Over the last year - we've had DTR talks intermittently, mostly coming to the conclusion of I'm not really sure where this is going but I like exploring it. Our most recent talk, however ended with him saying - 'look, I still don't know if I see this long term, and at this point I feel like me not knowing is essentially a 'no'. Because I owe it to myself and whoever I end up with to know for sure that this is "it".
In my perspective, I don't know if he's it forever but I've really grown to like and care about him over the past year - he is really special to me. Obviously, no relationship is perfect and nobody knows the future, but with him it makes sense and I want to officially date him and I want to take things further. But at the end of the day I can't blame him for wanting to find his own happiness, even if it's not with me. And I should be with someone who knows they want to be with me.
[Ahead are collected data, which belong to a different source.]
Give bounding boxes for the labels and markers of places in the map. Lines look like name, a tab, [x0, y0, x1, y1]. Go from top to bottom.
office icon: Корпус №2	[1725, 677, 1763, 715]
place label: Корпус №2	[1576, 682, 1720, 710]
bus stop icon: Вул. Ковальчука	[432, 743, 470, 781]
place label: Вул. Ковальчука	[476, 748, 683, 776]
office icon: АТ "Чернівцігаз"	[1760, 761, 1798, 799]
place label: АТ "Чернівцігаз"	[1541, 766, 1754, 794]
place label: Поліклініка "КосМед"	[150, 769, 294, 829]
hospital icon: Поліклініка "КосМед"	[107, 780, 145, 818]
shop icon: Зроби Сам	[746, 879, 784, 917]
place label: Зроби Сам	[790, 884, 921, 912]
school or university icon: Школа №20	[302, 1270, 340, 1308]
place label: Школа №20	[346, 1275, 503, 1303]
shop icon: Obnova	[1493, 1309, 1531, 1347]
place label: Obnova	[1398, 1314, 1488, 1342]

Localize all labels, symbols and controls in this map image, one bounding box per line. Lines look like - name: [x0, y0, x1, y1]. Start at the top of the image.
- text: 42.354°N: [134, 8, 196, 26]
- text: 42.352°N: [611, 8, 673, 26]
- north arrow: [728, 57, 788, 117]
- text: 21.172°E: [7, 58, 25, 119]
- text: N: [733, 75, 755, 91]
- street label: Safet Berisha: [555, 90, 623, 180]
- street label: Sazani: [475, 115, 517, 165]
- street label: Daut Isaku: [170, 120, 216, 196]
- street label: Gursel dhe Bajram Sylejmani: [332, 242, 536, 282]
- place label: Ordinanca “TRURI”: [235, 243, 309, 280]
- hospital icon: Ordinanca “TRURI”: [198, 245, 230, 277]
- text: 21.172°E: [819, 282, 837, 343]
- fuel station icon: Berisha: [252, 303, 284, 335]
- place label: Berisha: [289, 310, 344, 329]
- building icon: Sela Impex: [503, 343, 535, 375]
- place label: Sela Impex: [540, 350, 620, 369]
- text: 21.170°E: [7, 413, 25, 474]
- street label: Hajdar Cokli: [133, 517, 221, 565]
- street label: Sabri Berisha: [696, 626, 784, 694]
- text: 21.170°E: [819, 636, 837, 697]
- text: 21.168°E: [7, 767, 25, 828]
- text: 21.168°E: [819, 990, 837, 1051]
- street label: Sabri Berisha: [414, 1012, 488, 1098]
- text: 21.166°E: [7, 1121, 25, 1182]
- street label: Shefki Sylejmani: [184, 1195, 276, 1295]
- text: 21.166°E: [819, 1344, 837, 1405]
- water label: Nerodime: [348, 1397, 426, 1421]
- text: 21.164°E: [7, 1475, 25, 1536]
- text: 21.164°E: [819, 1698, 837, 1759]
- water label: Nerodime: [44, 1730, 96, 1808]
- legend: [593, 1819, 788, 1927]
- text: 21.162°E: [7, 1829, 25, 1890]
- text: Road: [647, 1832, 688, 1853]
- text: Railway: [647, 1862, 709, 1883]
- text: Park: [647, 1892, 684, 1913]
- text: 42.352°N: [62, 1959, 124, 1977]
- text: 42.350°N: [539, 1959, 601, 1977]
But that doesn't make any of this easier. Ever since we had the talk, we both kind of knew things would have to end, but neither of us pulled the trigger. We've since just been hanging out and talking everyday like we normally do - and for me, I want to continue to live in my happy bubble of spending time with him - but it's slowly hurting me more and more knowing that he doesn't think I'm the one for him and that this wil eventually end.
I was fine before him, and I will be fine after him - but the thought of going back to pandemic life without him really makes me sad. I know there will never be a good time to end things, but I'm having a really hard time getting the push I need to do what's best for me. I just like him so much, I cherish the time we spend together so much, and I just really, really don't want it to end. I'm not ready. It's like I'm damnned if I do, and I'm damned if I don't. I feel so stuck. I could really use some advice.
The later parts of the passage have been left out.